Task description:
Give only the number of lines in the data that include the string "Instruction".

Data records:
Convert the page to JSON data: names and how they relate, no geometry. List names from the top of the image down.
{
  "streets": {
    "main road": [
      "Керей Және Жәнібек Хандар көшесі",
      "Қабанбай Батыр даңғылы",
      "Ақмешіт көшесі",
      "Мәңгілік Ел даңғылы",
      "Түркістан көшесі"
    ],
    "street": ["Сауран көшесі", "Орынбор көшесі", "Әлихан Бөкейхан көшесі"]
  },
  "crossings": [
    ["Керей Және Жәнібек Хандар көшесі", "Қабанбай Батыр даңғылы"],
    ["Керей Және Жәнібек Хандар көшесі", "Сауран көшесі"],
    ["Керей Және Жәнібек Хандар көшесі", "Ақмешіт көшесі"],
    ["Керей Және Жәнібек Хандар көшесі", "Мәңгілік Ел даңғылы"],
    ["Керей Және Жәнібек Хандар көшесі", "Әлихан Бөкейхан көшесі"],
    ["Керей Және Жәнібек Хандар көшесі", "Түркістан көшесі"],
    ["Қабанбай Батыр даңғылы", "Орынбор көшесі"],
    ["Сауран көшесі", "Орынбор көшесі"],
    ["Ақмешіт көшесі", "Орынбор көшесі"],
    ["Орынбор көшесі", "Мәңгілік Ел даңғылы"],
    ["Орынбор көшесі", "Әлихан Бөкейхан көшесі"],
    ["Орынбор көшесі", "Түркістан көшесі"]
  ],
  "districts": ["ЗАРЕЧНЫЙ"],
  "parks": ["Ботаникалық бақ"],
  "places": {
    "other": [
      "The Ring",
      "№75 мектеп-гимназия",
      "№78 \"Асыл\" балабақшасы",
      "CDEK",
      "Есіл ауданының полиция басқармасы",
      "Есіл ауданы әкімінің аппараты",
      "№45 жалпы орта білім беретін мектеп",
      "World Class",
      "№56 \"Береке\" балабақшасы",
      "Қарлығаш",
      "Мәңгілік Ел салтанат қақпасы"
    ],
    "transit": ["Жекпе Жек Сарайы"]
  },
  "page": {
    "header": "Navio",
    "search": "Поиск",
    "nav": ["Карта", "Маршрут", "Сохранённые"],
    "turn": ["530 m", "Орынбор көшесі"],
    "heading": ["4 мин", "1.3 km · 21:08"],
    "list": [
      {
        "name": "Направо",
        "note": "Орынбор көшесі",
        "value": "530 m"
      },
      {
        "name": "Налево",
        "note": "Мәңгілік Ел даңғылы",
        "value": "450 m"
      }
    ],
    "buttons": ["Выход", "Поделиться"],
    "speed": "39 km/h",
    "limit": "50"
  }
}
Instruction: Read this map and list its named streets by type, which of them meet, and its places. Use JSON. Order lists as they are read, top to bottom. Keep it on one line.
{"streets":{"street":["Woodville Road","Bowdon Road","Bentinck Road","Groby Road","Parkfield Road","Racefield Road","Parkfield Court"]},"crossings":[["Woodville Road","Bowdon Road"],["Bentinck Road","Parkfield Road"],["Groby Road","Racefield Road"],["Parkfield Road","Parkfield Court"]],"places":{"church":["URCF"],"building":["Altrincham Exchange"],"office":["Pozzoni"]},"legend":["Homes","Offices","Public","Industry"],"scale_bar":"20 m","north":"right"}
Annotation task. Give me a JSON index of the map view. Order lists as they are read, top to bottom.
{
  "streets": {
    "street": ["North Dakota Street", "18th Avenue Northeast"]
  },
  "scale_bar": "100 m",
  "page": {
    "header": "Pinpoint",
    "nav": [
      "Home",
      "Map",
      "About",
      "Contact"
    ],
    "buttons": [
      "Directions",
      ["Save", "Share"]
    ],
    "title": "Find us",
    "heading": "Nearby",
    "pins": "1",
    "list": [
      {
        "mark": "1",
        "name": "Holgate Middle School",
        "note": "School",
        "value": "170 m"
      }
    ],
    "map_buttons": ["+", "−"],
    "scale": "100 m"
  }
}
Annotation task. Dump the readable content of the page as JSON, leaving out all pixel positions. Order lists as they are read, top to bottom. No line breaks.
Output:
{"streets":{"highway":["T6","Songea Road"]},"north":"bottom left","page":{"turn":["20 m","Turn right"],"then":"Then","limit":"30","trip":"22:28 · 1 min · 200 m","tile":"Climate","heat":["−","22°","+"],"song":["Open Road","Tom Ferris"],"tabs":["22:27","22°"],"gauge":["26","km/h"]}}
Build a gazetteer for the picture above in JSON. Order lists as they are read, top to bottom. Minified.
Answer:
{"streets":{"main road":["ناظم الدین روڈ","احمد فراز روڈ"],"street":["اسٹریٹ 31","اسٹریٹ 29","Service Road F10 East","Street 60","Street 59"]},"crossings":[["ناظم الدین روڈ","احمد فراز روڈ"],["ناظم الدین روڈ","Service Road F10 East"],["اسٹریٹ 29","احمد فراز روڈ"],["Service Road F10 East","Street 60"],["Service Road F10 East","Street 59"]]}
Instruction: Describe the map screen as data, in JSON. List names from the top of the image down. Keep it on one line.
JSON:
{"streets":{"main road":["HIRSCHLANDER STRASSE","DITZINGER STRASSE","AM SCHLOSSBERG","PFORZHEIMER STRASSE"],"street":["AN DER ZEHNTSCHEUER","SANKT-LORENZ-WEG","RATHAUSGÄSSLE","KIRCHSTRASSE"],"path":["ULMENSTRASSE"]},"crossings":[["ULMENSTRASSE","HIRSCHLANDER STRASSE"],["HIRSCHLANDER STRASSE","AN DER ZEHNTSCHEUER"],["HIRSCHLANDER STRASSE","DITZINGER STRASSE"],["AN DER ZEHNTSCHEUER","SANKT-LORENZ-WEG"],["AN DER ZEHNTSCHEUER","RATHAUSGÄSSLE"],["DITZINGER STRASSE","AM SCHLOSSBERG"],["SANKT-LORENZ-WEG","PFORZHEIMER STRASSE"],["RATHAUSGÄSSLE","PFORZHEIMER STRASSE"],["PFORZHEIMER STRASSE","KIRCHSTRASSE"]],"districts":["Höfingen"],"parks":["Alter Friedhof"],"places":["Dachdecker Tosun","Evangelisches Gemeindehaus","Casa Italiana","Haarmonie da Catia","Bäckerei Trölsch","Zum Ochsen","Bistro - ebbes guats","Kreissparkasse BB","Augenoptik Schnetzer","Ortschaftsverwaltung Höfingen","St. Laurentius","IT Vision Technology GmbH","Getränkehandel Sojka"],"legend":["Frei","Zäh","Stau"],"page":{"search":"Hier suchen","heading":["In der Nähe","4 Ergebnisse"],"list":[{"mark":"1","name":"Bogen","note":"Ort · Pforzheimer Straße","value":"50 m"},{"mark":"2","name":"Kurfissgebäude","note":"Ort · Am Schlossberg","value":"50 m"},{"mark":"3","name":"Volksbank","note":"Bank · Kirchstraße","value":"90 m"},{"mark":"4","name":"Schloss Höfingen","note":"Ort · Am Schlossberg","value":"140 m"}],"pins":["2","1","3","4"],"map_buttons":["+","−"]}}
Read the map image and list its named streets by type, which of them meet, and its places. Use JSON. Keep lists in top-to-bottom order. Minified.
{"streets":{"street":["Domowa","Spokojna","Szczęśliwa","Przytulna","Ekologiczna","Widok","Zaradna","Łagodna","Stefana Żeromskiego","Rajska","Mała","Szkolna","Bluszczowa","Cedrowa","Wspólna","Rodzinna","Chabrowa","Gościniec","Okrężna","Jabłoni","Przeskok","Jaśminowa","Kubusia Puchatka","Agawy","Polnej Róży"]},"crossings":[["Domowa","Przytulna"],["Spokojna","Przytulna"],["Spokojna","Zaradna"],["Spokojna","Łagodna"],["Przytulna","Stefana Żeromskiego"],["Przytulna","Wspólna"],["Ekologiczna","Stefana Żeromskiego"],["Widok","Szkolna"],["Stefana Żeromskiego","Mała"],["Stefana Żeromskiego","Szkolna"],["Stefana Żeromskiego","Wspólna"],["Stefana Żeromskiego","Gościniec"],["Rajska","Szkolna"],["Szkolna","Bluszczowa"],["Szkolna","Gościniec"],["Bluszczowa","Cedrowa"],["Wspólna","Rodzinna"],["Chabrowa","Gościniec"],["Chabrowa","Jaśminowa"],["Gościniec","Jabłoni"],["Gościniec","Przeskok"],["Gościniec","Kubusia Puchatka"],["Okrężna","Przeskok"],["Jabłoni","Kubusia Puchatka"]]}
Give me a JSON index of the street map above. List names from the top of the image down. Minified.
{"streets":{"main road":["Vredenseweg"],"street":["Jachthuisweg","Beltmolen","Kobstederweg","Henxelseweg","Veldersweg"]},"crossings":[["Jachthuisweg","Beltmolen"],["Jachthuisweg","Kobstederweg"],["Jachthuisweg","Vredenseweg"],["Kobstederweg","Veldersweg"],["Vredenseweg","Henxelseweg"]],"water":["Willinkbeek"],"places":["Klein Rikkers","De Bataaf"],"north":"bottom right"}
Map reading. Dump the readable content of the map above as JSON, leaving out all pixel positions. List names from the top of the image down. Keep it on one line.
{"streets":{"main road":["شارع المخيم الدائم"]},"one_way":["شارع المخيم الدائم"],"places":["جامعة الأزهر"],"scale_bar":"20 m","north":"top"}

Task result:
2